* _WHAT TO DO_: An exact copy of every record is needed, with all pictures omitted.

* _PROVIDED ENTRIES_:
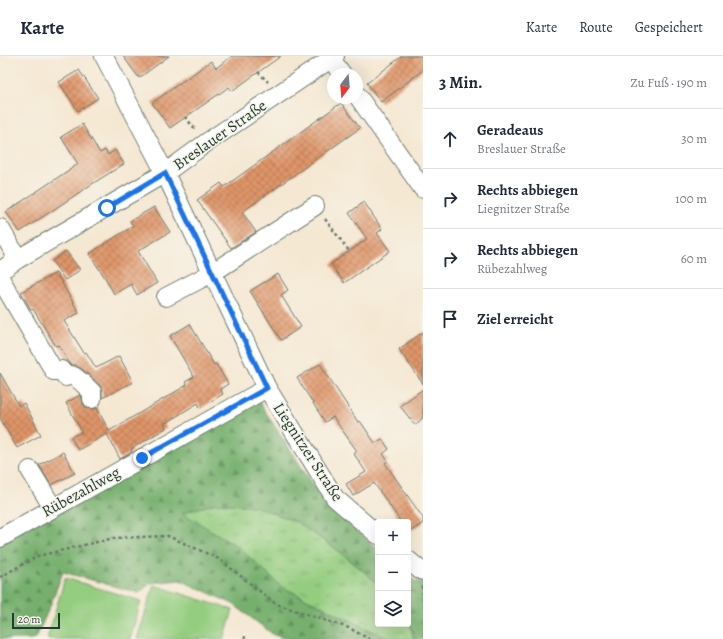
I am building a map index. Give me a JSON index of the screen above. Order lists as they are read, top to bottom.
{
  "streets": {
    "street": ["Breslauer Straße", "Liegnitzer Straße", "Rübezahlweg"]
  },
  "crossings": [
    ["Breslauer Straße", "Liegnitzer Straße"],
    ["Liegnitzer Straße", "Rübezahlweg"]
  ],
  "scale_bar": "20 m",
  "north": "bottom",
  "page": {
    "header": "Karte",
    "nav": ["Karte", "Route", "Gespeichert"],
    "heading": ["3 Min.", "Zu Fuß · 190 m"],
    "list": [
      ["Geradeaus", "Breslauer Straße", "30 m"],
      ["Rechts abbiegen", "Liegnitzer Straße", "100 m"],
      ["Rechts abbiegen", "Rübezahlweg", "60 m"],
      "Ziel erreicht"
    ],
    "map_buttons": ["+", "−"],
    "scale": "20 m"
  }
}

* _RESULT OF THE TASK_:
I am building a map index. Give me a JSON index of the screen above. Order lists as they are read, top to bottom.
{
  "streets": {
    "street": ["Breslauer Straße", "Liegnitzer Straße", "Rübezahlweg"]
  },
  "crossings": [
    ["Breslauer Straße", "Liegnitzer Straße"],
    ["Liegnitzer Straße", "Rübezahlweg"]
  ],
  "scale_bar": "20 m",
  "north": "bottom",
  "page": {
    "header": "Karte",
    "nav": ["Karte", "Route", "Gespeichert"],
    "heading": ["3 Min.", "Zu Fuß · 190 m"],
    "list": [
      ["Geradeaus", "Breslauer Straße", "30 m"],
      ["Rechts abbiegen", "Liegnitzer Straße", "100 m"],
      ["Rechts abbiegen", "Rübezahlweg", "60 m"],
      "Ziel erreicht"
    ],
    "map_buttons": ["+", "−"],
    "scale": "20 m"
  }
}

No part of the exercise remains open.